**Your instructions**
Copy out every entry that follows, without a single picture.

**Dataset**

=== Begin Enclosure ===

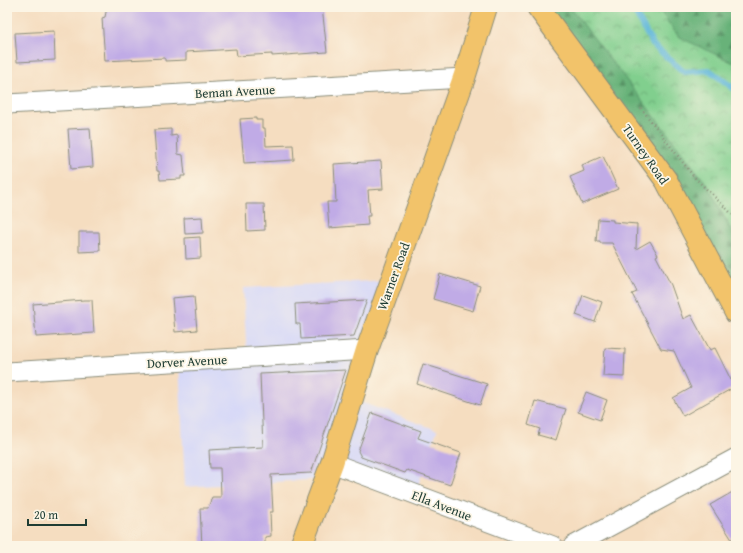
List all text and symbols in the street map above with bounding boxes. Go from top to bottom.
street label: Beman Avenue [194,80,276,103]
street label: Turney Road [618,120,673,188]
street label: Warner Road [372,240,415,313]
street label: Dorver Avenue [146,350,228,373]
street label: Ella Avenue [409,485,475,526]
scale bar [28,501,86,527]
text: 20 m [34,506,58,523]

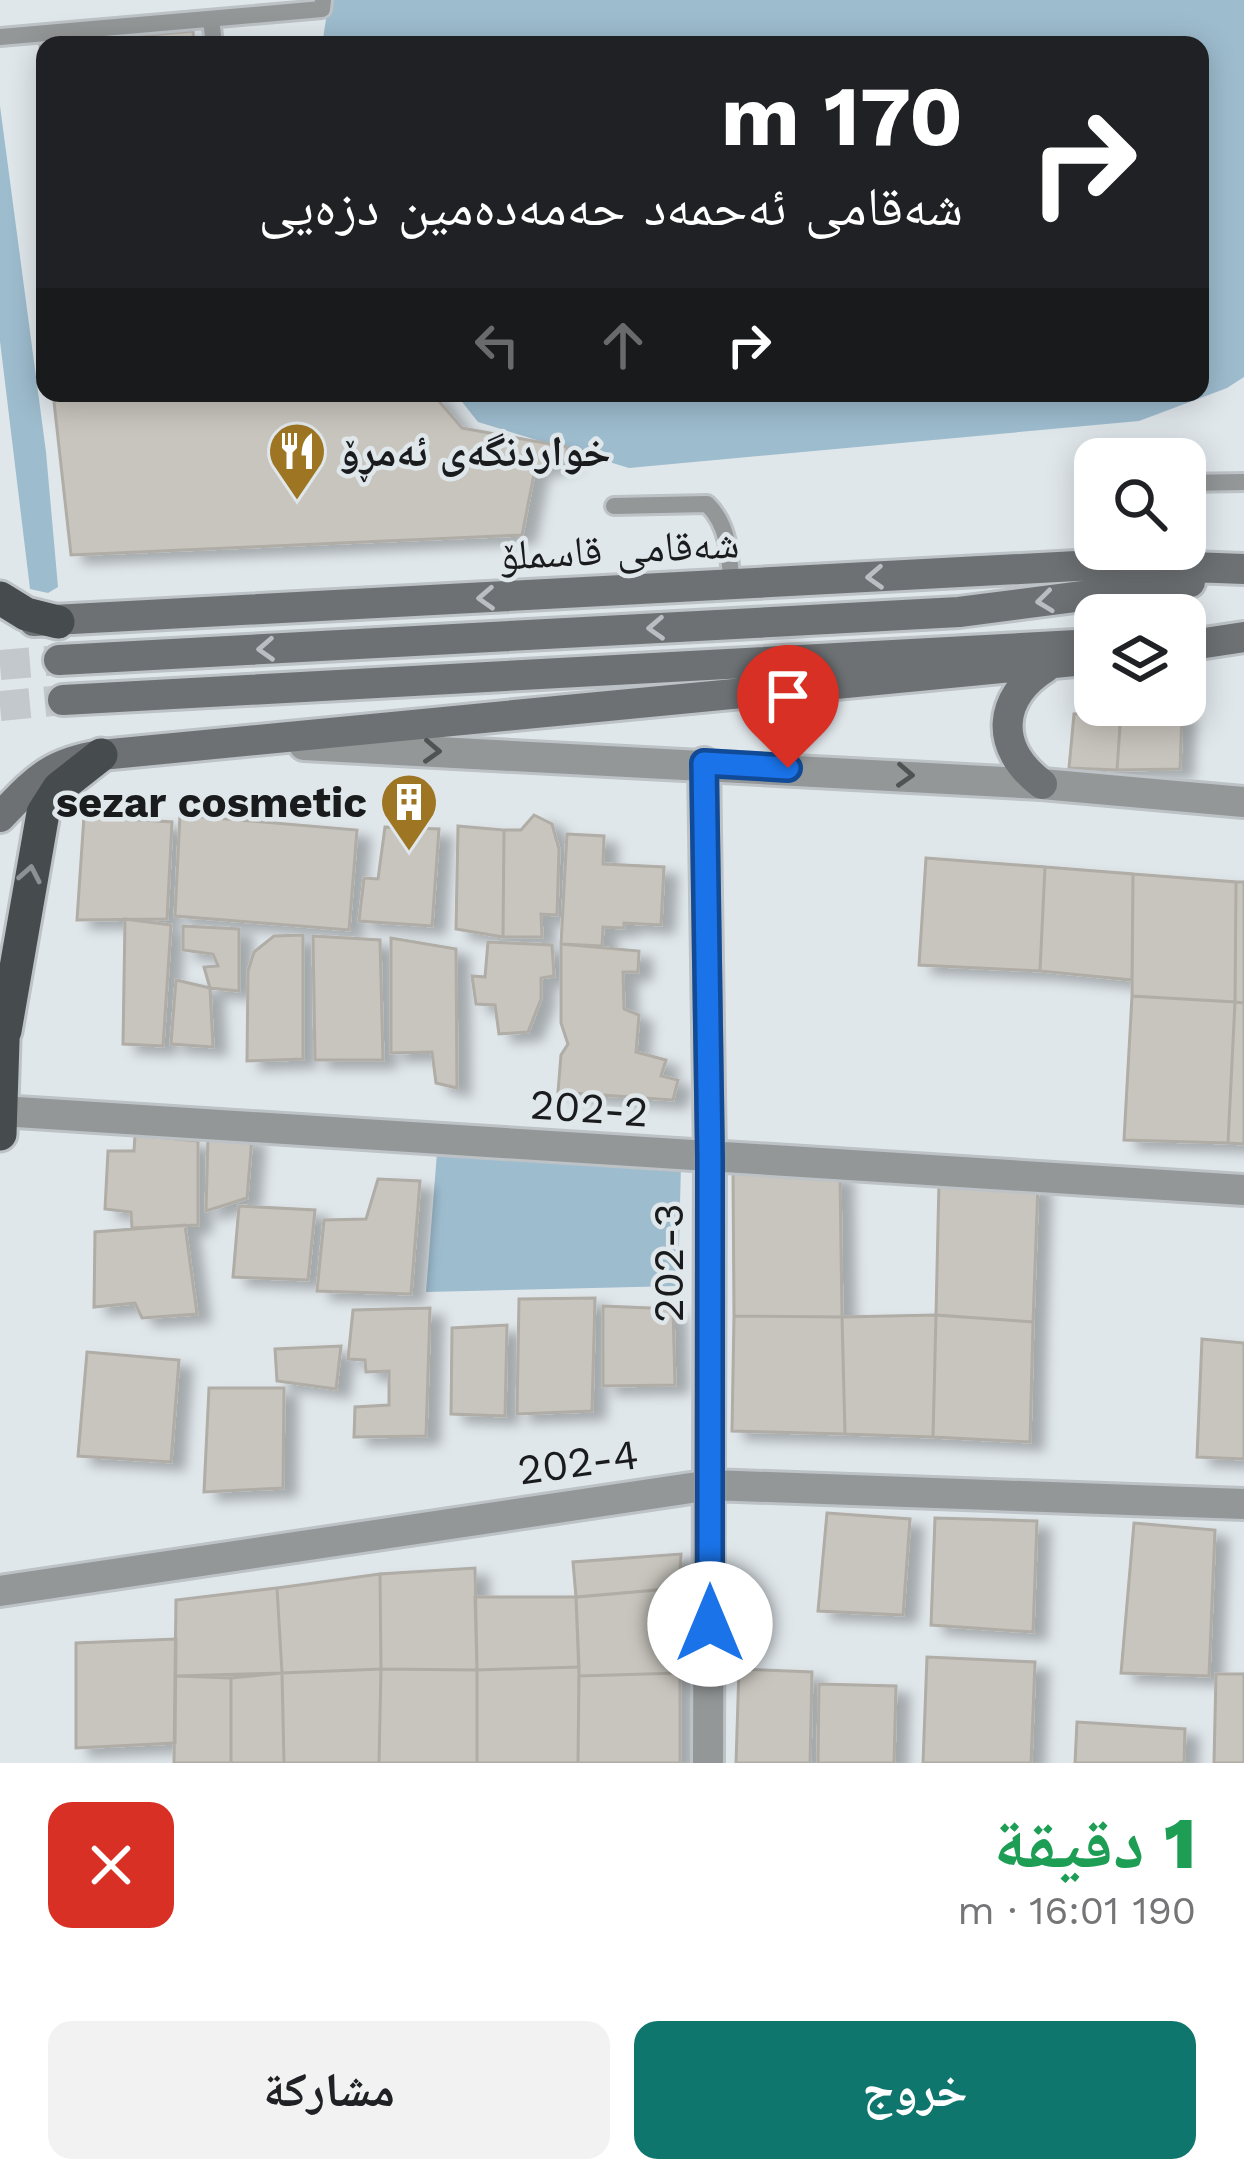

=== End Enclosure ===

**Response below**
List all text and symbols in the street map above with bounding boxes. Go from top to bottom.
street label: Beman Avenue [194,80,276,103]
street label: Turney Road [618,120,673,188]
street label: Warner Road [372,240,415,313]
street label: Dorver Avenue [146,350,228,373]
street label: Ella Avenue [409,485,475,526]
scale bar [28,501,86,527]
text: 20 m [34,506,58,523]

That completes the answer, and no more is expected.